Yonkers Mulls $10K Settlement In Excessive Force Suit

  • Comment
The city is considering offering a Bronx man a $10,000 settlement offer in lawsuit claiming police used excessive force in a 2010 arrest.
The city is considering offering a Bronx man a $10,000 settlement offer in lawsuit claiming police used excessive force in a 2010 arrest. Photo Credit: File

YONKERS, N.Y. – The city is preparing to hand over thousands to a Bronx man who says he was roughed up by Yonkers police during a 2010 arrest.

City lawyers are recommending the City Council approve a $10,000 settlement offer to Lenin Sanchez, a man who filed a lawsuit against at least two officers claiming they used excessive force while taking him into custody.

On Aug. 27, 2010, officers responded to reports of a burglary in progress at a McLean Avenue home, Michael Curti, lawyer for the city of Yonkers, told the City Council Tuesday during a Rules Committee meeting.

There, police found three men, including Sanchez, in the basement of the home, Curti said. Sanchez said he hid behind a garbage can before officers from the canine unit released the police dog.

In a lawsuit filed in United States District Court, Sanchez says the dog “savagely clawed and bit” him at the order of the officers.  Sanchez said he curled up into a ball while “officers stomped and kicked him in the head, shoulders and back,” court documents say.

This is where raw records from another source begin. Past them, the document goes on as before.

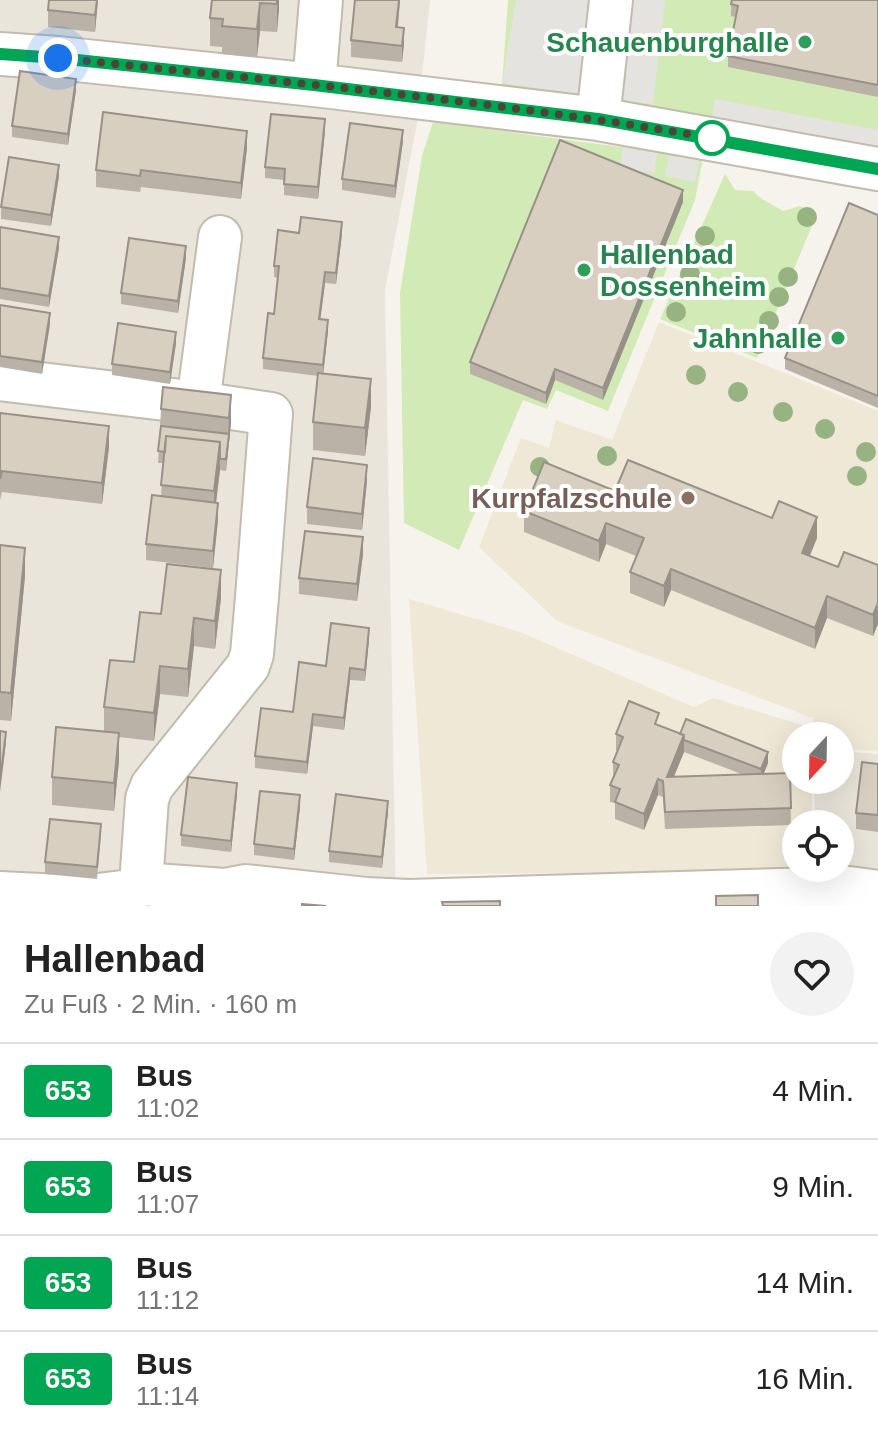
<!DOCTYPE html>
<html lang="de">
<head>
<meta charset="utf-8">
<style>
	body { margin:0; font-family:Helvetica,sans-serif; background:#f2f2f2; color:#222; height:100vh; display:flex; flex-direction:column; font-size:30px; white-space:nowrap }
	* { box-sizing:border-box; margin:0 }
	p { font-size:26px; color:#767676 }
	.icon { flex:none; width:44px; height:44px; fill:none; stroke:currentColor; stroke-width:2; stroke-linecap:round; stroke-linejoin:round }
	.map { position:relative; height:906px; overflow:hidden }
	.panel { display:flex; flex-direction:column; background:#fff; flex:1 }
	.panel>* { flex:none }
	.badge { padding:0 16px; border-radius:6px; font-size:28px; line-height:52px }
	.needle { width:52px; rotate:202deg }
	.fabs { position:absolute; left:782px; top:722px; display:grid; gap:16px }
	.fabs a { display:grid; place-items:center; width:72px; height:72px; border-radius:50%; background:#fff; box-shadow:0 8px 32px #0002; font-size:40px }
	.you { position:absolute; width:40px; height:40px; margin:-20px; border:6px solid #fff; border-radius:50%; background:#1a73e8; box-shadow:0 0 0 12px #1a73e833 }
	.map>.badge { position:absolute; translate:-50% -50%; box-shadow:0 0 0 4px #fff }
	.round { display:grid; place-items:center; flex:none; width:84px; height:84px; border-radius:42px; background:#f2f2f2 }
	.summary { display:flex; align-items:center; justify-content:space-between; height:136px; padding:0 24px }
	h1 { font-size:38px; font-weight:600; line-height:60px }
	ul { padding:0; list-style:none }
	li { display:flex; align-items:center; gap:24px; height:96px; padding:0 24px; border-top:2px solid #e0e0e0 }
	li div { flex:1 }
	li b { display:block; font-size:30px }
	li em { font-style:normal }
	li .badge { min-width:88px; font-weight:700; text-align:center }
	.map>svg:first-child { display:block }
	.residential { fill:#eae5da }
	.education { fill:#efe8d6 }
	.green { fill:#d2eab5 }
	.parking { fill:#e5e3e0 }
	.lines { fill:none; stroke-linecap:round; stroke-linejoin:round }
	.minor-casing { stroke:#c2bbae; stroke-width:46 }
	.minor { stroke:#fff; stroke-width:42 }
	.tree { fill:#97b381 }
	.wall { fill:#bab2a6; fill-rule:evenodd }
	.shaded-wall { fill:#979187 }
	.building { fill:#d8cfc1; stroke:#979187; stroke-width:2 }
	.line-casing { stroke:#fff; stroke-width:18 }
	.line { stroke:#00a651; stroke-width:12 }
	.walk { stroke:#4b4439; stroke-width:8; stroke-dasharray:0 14.4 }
	.leisure-dot { fill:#2e9e5b; stroke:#fff; stroke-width:3 }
	.stop-dot { fill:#fff; stroke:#00a651; stroke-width:4 }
	.education-dot { fill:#8d6e63; stroke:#fff; stroke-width:3 }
	.labels { text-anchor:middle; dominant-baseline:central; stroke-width:8; stroke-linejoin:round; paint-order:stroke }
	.leisure-label { font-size:28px; font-weight:bold; fill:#27864d; stroke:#fff; text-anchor:end }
	.education-label { font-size:28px; font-weight:bold; fill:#785e54; stroke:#fff; text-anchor:end }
</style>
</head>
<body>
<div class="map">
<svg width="878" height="906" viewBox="0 0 878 906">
	<rect width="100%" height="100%" fill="#f6f3ec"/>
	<path class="residential" d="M 0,0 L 430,0 L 417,123 L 385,290 L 396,906 L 0,906 Z
		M 840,751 L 878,754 L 878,906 L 840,868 L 840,824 L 815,824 L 814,780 L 840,780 Z"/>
	<path class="education" d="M 659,322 L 878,411 L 878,751 L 840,749 L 840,736 L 814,736 L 813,718 L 557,621 L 479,547 L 521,438 L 549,448 L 556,420 L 612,440 Z
		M 409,599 L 520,632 L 694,707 L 713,698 L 812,728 L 812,736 L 796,736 L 796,780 L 812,780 L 812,824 L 796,824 L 796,868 L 813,868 L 813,872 L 427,874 Z"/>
	<path class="green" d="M 508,0 L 878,0 L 878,151 L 657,108 L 502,85 Z
		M 433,122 L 703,158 L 695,200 L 608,411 L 556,390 L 547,409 L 523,400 L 459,550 L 404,523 L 400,293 L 422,156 Z
		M 725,174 L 735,190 L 753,191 C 761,200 772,204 783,211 L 800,206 L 816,216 L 757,358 L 660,319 Z"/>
	<path class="parking" d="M 516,0 L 665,0 L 653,104 L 502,83 Z
		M 715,99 L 878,130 L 878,152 L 711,121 Z
		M 623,147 L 657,153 L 654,173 L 620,168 Z
		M 669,155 L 699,160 L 695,182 L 665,176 Z"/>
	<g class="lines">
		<g class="minor-casing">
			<path id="minor" d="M 0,54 L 58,58 L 314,85 L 598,119 L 878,169
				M 314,85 L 321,0
				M 598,119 L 611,0
				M 0,379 L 198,403 L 271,414 L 257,597 L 252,654 L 248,666 L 152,786 L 147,799 L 141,884
				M 198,403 L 220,237
				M 0,893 L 82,897 L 130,891 L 141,884 L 225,890 L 245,886 L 366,899 L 409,901 L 849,888 L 878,892"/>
		</g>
		<use href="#minor" class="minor"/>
	</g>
	<g class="tree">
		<circle cx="807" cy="217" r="10"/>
		<circle cx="705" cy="236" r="10"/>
		<circle cx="690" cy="274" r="10"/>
		<circle cx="788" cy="277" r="10"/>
		<circle cx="779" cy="297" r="10"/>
		<circle cx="676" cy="312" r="10"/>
		<circle cx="769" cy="321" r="10"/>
		<circle cx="758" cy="344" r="10"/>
		<circle cx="696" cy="375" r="10"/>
		<circle cx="738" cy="392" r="10"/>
		<circle cx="783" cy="412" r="10"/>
		<circle cx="825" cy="429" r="10"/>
		<circle cx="866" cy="452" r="10"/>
		<circle cx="607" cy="456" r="10"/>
		<circle cx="540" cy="467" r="10"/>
		<circle cx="857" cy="476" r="10"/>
	</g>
	<path class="wall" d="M 98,0 L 95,32 L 48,27 L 48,10 Z
		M 212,0 L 279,0 L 277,32 L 260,31 L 257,57 L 222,54 L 222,47 L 210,46 L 210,18 Z
		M 400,0 L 398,27 L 404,44 L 402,62 L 351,57 L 351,40 Z
		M 878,0 L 878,97 L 728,67 L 728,56 L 736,17 L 731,16 L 731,4 Z
		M 76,90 L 68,145 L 12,137 L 12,126 Z
		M 325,131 L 318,199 L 284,195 L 284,180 L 265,178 L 265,167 Z
		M 403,141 L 395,198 L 342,190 L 342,179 Z
		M 247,148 L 241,199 L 141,187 L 140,192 L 96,187 L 96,170 Z
		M 59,176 L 51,226 L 1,219 L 1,207 Z
		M 683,202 L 603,400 L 555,380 L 546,404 L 470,374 L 470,362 Z
		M 878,215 L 878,408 L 785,369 L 785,358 Z
		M 0,227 L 59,248 L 49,307 L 0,299 Z
		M 299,233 L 342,234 L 336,284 L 325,283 L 320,319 L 328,331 L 323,373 L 371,407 L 365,456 L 313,450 L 313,422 L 318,376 L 263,369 L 263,358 L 274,314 L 278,278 L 274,277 L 274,266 Z
		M 186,258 L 178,313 L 121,304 L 121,293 Z
		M 0,305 L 50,324 L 42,374 L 0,367 Z
		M 176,343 L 170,384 L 112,375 L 112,364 Z
		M 231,395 L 231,423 L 226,471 L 220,470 L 216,503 L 218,520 L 213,568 L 146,560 L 146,544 L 161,496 L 163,463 L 158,463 L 161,409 Z
		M 0,413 L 109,447 L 102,504 L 2,492 L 0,500 Z
		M 367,481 L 362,530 L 307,524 L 307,507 Z
		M 615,491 L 817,538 L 810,556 L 838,567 L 878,565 L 878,624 L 873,636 L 827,618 L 815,649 L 671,590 L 664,607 L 630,593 L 630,572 L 636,556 L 606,544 L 599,562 L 524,532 L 524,511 Z
		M 0,545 L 25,576 L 11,721 L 0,720 Z
		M 363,554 L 357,601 L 299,594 L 299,578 Z
		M 221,598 L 215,649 L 194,646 L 188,697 L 160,694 L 154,741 L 119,737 L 119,761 L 114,811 L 52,805 L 52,777 L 104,732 L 104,707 L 134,662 L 161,614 Z
		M 369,639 L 365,681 L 350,680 L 344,730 L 313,726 L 307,774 L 255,768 L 255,756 L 293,712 L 326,666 Z
		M 659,725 L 680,734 L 768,763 L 763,774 L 790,773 L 791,825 L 665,829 L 663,797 L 658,795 L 644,830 L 615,819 L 615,803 L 610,802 L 610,785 L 613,779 L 613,762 L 617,751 L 616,750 L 616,734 ZM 684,752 L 744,775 L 673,777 Z
		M 878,764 L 878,832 L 856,829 L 856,813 Z
		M 237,794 L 231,852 L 181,846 L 181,835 Z
		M 300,807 L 294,860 L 254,855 L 254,844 Z
		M 388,812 L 382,868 L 329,862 L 329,851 Z
		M 101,836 L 97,879 L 45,874 L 45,862 Z"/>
	<path class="shaded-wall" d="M 97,0 L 98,0 L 95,32 L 95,15 Z
		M 277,0 L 279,0 L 279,10 L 277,32 Z
		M 399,0 L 400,0 L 396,44 L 396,27 Z
		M 260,3 L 260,31 L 257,57 L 257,29 Z
		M 404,28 L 404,44 L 402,62 L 402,46 Z
		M 76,79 L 76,90 L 68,145 L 68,134 Z
		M 325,119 L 325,131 L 318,199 L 318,187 Z
		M 403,130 L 403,141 L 395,198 L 395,186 Z
		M 247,131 L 247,148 L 241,199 L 241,183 Z
		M 59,165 L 59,176 L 51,226 L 51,215 Z
		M 683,190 L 683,202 L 603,400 L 603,388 Z
		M 342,222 L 342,234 L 336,284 L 336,273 Z
		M 59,237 L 59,248 L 49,307 L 49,296 Z
		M 186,246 L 186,258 L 178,313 L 178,301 Z
		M 325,272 L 325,283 L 319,330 L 319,319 Z
		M 50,313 L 50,324 L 42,374 L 42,362 Z
		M 328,320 L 328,331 L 323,376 L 323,365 Z
		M 176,332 L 176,343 L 170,384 L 170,372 Z
		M 555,369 L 555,380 L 546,404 L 546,393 Z
		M 371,379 L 371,407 L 365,456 L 365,428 Z
		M 231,395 L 231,423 L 226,471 L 229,418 Z
		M 109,426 L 109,447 L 102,504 L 102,483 Z
		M 220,442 L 220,470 L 214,519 L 214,491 Z
		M 367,465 L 367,481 L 362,530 L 362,514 Z
		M 218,503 L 218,520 L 213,568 L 213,551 Z
		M 817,517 L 817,538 L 802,574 L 802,553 Z
		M 606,523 L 606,544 L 599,562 L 599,541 Z
		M 363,537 L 363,554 L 357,601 L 357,584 Z
		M 25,548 L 25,576 L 11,721 L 11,693 Z
		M 671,569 L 671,590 L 664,607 L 664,586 Z
		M 221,570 L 221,598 L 215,649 L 215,621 Z
		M 827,596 L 827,618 L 815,649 L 815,628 Z
		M 878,603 L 878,624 L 873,636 L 873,615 Z
		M 194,618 L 194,646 L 188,697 L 188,669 Z
		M 369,628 L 369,639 L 365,681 L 365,670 Z
		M 160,666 L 160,694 L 154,741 L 154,713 Z
		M 350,668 L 350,680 L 344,730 L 344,718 Z
		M 313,714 L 313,726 L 307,774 L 307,762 Z
		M 6,732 L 6,743 L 0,792 L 0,780 Z
		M 119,733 L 119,761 L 114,811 L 114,783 Z
		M 684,735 L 684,752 L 667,794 L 667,777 Z
		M 768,752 L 768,763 L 761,781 L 761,769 Z
		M 658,779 L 658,795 L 644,830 L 644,814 Z
		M 237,783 L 237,794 L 231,852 L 231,841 Z
		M 300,795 L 300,807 L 294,860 L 294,849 Z
		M 388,801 L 388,812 L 382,868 L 382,857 Z"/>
	<path class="building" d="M 49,0 L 97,0 L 95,15 L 48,10 Z
		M 212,0 L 277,0 L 277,4 L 260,3 L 257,29 L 222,26 L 223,19 L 210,18 Z
		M 355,0 L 399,0 L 396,27 L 404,28 L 402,46 L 351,40 Z
		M 732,0 L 878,0 L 878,85 L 728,56 L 738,6 L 731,4 Z
		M 20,71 L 76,79 L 68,134 L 12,126 Z
		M 103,112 L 247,131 L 241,183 L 141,170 L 140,176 L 96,170 Z
		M 271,114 L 325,119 L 318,187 L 284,184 L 285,169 L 265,167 Z
		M 350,123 L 403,130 L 395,186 L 342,179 Z
		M 560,140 L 683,190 L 603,388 L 555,369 L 546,393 L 470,362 Z
		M 9,157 L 59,165 L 51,215 L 1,207 Z
		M 849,203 L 878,215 L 878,396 L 785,358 Z
		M 301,217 L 342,222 L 336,273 L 325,272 L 319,319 L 328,320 L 323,365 L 263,358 L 268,313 L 274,314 L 279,266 L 274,266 L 278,230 L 299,233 Z
		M 0,227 L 59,237 L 49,296 L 0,288 Z
		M 129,238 L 186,246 L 178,301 L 121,293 Z
		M 0,305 L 50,313 L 42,362 L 0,356 Z
		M 118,323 L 176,332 L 170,372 L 112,364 Z
		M 318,373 L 371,379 L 365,428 L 313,422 Z
		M 163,387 L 231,395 L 229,418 L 161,409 Z
		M 0,413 L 109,426 L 102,483 L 2,471 L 0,479 Z
		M 161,426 L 229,434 L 226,459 L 220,459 L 220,442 L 166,436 L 165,452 L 158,451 Z
		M 166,436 L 220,442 L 214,491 L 161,485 Z
		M 313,458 L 367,465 L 362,514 L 307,507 Z
		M 628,460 L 772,518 L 779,501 L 817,517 L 802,553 L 838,567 L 844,552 L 878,565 L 878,603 L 873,615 L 827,596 L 815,628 L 671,569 L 664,586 L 630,572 L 644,538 L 606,523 L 599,541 L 524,511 L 544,462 L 615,491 Z
		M 152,495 L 218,503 L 213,551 L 146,544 Z
		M 305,531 L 363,537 L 357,584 L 299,578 Z
		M 0,545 L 25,548 L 11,693 L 0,692 Z
		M 167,564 L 221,570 L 215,621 L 194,618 L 188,669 L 160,666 L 154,713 L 104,707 L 110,660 L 134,662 L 140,612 L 161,614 Z
		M 331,623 L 369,628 L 365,670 L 350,668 L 344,718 L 313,714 L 307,762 L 255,756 L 261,708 L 293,712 L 299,662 L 326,666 Z
		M 629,701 L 659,713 L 655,724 L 684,735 L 667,777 L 790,773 L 791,808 L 665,812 L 663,781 L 658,779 L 644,814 L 615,802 L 620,789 L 610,785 L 619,765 L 613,762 L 623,737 L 616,734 Z
		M 686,719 L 768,752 L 761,769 L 684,740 L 684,735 L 680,734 Z
		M 56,727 L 119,733 L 114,783 L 52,777 Z
		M 0,731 L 6,732 L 0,780 Z
		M 862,762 L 878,764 L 878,815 L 856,813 Z
		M 188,777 L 237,783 L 231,841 L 181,835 Z
		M 260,791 L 300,795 L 294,849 L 254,844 Z
		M 336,794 L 388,801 L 382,857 L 329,851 Z
		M 50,819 L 101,824 L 97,867 L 45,862 Z
		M 758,895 L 758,906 L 716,906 L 716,896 Z
		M 500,901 L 500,906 L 443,906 L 442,902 Z
		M 302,904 L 326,906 L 302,906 Z"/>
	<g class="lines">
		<g class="line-casing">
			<path id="line" d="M 0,54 L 58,58 L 314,85 L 598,119 L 878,169"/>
		</g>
		<use href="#line" class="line"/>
		<path class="walk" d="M 58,58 C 276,81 496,101 712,138"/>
	</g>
	<g class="leisure-dot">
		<circle cx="805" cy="42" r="8"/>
		<circle cx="584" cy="270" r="8"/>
		<circle cx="838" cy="338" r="8"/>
	</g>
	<circle class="stop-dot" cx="712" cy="138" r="16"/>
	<circle class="education-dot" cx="688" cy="498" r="8"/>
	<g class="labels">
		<g class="leisure-label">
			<text x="789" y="42">Schauenburghalle</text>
			<text x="600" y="254" text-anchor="start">Hallenbad<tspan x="600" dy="32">Dossenheim</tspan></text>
			<text x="822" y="338">Jahnhalle</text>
		</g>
		<g class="education-label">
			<text x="672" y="498">Kurpfalzschule</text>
		</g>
	</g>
</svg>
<div class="fabs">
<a><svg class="needle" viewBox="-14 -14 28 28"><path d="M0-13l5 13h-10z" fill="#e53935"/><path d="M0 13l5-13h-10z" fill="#767676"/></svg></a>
<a><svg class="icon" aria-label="locate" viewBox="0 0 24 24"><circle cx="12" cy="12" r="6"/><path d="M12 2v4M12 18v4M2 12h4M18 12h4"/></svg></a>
</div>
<div class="you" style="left:58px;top:58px"></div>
</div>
<section class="panel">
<div class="summary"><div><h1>Hallenbad</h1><p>Zu Fuß · 2 Min. · 160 m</p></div><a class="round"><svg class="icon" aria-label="heart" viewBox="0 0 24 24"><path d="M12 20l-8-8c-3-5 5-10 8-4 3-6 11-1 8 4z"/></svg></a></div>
<ul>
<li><span class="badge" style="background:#00a651;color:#fff">653</span><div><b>Bus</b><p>11:02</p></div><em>4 Min.</em></li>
<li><span class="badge" style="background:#00a651;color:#fff">653</span><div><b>Bus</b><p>11:07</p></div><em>9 Min.</em></li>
<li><span class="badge" style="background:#00a651;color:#fff">653</span><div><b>Bus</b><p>11:12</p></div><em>14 Min.</em></li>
<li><span class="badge" style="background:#00a651;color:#fff">653</span><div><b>Bus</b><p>11:14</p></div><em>16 Min.</em></li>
</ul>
</section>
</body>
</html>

Sanchez said he was also hit over the head with an unidentified object, suffering a gash to the head.

The city’s lawyer said Tuesday Sanchez was taken to the hospital, where he was treated for multiple bite wounds and given 10 stitches for the head wound.  Sanchez later pled guilty to second-degree obstruction of governmental administration in relation to the incident, court records show.

His lawyer did not return request for comment but the lawsuit says Sanchez was seeking unspecified damages from the officers for using excessive force.

The City Council is expected to vote on the proposed settlement offer at next week’s meeting.

On Tuesday, City Council President Chuck Lesnick noted that the incident happened before current Police Commissioner Charles Gardner took over the top spot in the department in January of 2012.

“It appears that the new commissioner has taken some steps and there are fewer of these things percolating through the system,” Lesnick said at the meeting.